I am Civic Center Bart waiting for a train around 10:30 am on a Wednesday. The platform is relatively empty… this is not a busy time of day. I am not dressed in any unusual way – I am wearing jeans, a long sweater and flats. I have a scarf around my neck because my hair is pulled back and it is breezy. It is San Francisco, after all. I am wearing sunglasses. I am not wearing my earphones, which I almost always keep in – even though they are mostly off. I am looking at my phone because I am in the midst of a relatively alarming/entertaining group text with two colleagues about the substitute teacher that is apparently unable to do the one thing he had to do for me: pass out some papers.
At this point the train is four minutes out and I hear someone say, “What time is it?” I am stuck by this question because it comes out loud, and sudden, as if I have already been engaged in conversation with this person, and as an aside they have interjected, ‘By the way what time is it?’ There is no segue from this speaker, just, ‘Hey. Tell. Me. What. Time. It. Is.’ By the time I realize he is talking to me I look up then quickly back at my phone and report that it is 10:45.
I look back to my phone and continue to check up on the situation I am missing at school for having reported for my civic duty.

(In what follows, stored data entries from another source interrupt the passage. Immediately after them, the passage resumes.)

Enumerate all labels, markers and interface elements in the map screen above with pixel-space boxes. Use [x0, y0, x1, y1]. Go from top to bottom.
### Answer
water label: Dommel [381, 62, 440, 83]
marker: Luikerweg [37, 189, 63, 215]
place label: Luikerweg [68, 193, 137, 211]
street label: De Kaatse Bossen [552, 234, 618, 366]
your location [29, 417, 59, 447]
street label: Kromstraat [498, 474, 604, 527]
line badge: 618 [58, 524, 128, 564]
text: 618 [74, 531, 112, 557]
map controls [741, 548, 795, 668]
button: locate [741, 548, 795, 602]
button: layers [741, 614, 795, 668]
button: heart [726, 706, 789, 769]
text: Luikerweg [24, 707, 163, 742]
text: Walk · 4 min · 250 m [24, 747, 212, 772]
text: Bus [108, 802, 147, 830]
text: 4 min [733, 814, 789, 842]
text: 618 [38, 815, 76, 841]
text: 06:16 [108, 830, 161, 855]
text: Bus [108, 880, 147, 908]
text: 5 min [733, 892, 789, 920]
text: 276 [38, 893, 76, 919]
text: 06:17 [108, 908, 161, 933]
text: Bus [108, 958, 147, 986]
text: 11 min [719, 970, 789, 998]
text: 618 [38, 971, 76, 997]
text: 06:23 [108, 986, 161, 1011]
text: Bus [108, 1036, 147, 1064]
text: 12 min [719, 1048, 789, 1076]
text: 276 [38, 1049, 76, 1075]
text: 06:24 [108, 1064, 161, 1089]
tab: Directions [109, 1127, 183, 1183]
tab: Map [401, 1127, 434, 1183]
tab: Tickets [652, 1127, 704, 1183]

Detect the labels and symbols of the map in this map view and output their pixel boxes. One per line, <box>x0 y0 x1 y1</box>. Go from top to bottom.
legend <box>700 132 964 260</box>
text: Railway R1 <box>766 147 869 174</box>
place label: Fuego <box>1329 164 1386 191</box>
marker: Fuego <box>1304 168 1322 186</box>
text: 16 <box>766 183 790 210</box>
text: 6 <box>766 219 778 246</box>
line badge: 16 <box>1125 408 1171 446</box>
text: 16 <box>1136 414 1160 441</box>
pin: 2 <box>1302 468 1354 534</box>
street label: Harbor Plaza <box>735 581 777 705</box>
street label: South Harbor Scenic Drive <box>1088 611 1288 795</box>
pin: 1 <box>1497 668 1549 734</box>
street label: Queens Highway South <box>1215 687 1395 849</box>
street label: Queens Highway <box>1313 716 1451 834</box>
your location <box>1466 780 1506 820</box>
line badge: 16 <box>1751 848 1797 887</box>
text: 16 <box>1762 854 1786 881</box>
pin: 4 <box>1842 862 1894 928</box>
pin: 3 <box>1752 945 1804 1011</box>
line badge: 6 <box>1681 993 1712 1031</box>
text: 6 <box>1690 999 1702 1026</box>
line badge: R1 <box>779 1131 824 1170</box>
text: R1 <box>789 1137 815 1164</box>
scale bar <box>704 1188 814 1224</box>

“You’re really cute.” The Man With No Watch Says.
“So, you got a husband?”
“I am not going to answer that question.”
“Why? You single?”
“I am not going to answer it because it is a totally inappropriate thing to ask me.”
“Well, do you?”
“It is none of your business and it is not okay for you to be asking me.”
“What? I ask lots of ladies and they don’t think it is inappropriate.”
“Well, maybe you should keep talking to them. I am telling you it is inappropriate and you have no business asking me in the first place, let alone over and over again. It is non of your business, and completely irrelevant to you.”
“What? You having a bad day?”
“No, not really. I am just sick of constantly being hassled by offensive interactions like this.”
“Oh, no I am hassling you? You think I am harassing you?”
“Yes. Actually I do. And I am sick of it.”
“Whatever man. You hella uptight. Does this train go to Fremont?”
I point to the sign that says ‘SAN FRANCISCO/MILLBRAE’.
“Ah, yeah. I see”
And the train comes. I get on the train. I wonder for a moment if Fremont was a ruse and my inquisitor will get on this train with me. It would not be the first time. He does not. I see several seats and decide I will stand because I only have two stops to go. A man standing across from me asks, “How are you today?” And I think to myself, I sure miss the reality in which a question like that really was just a question like that.
He lets it go.
When I get off the train and come out to the neighborhood I return to everyday, I see the regular assortment of folks who are always there, regardless of the hour or the weather. Some greet me in a way that indicates neighborhood familiarity. Some are busy doing whatever it is that they do with their days.
None of them ask me if I have a husband.
But it will happen again, likely before I even get to my building.
I wish it would stop. I wish that there was not something inside of me that somehow is programmed to eek out a bit of guilt that I am being snobby or a ‘bitch’ when I don’t want to engage with the strangers who somehow feel they have a right to comment on me, my body, my clothes, my personhood.
I wish it would stop.
Then I am home.
And it stops; at least for the moments I am at home.